— Assignment —
In the following listing, find the lines containing "JSON" and report them.

— Material supplied —

⁂

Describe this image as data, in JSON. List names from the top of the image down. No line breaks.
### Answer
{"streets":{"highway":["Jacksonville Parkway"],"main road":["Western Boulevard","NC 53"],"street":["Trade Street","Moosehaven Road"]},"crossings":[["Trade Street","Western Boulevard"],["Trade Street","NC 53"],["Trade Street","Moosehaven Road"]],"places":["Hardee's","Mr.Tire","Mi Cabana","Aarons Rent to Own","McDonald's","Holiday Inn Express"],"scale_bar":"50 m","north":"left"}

⁂

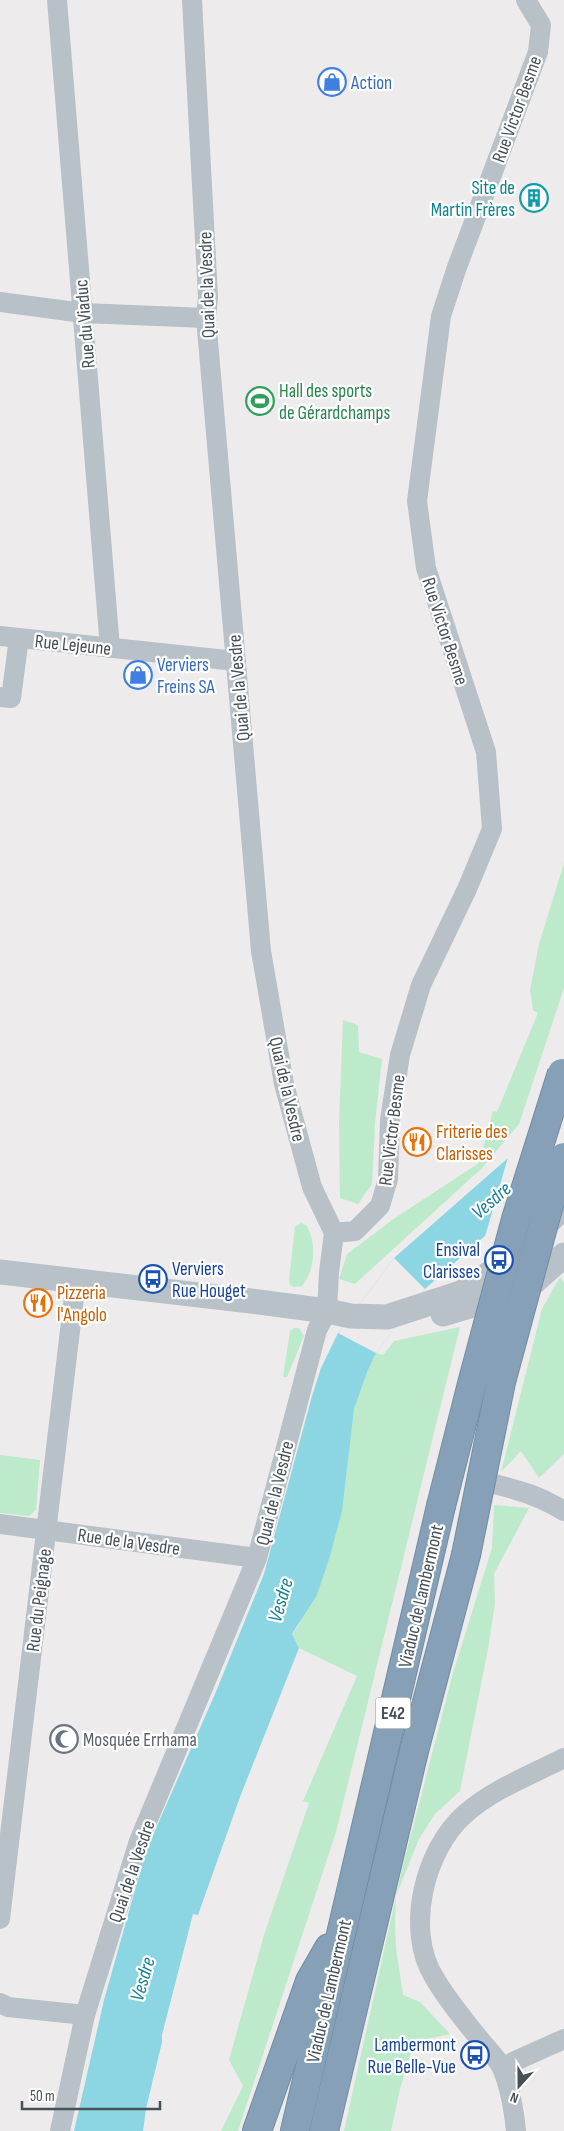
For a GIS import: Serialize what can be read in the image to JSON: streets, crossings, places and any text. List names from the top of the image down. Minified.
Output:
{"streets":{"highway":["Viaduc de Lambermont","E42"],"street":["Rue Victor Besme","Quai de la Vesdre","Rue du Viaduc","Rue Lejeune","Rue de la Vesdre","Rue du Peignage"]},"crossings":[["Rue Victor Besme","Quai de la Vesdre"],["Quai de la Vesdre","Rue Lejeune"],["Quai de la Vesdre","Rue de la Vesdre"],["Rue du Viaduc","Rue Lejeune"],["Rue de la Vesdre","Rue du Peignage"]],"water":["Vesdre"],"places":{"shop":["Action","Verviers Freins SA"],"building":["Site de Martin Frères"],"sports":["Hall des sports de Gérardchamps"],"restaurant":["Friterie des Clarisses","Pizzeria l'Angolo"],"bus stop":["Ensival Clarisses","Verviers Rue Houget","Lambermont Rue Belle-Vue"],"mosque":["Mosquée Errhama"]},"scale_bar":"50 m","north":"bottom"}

⁂

— Expected answer —
Describe this image as data, in JSON. List names from the top of the image down. No line breaks.
For a GIS import: Serialize what can be read in the image to JSON: streets, crossings, places and any text. List names from the top of the image down. Minified.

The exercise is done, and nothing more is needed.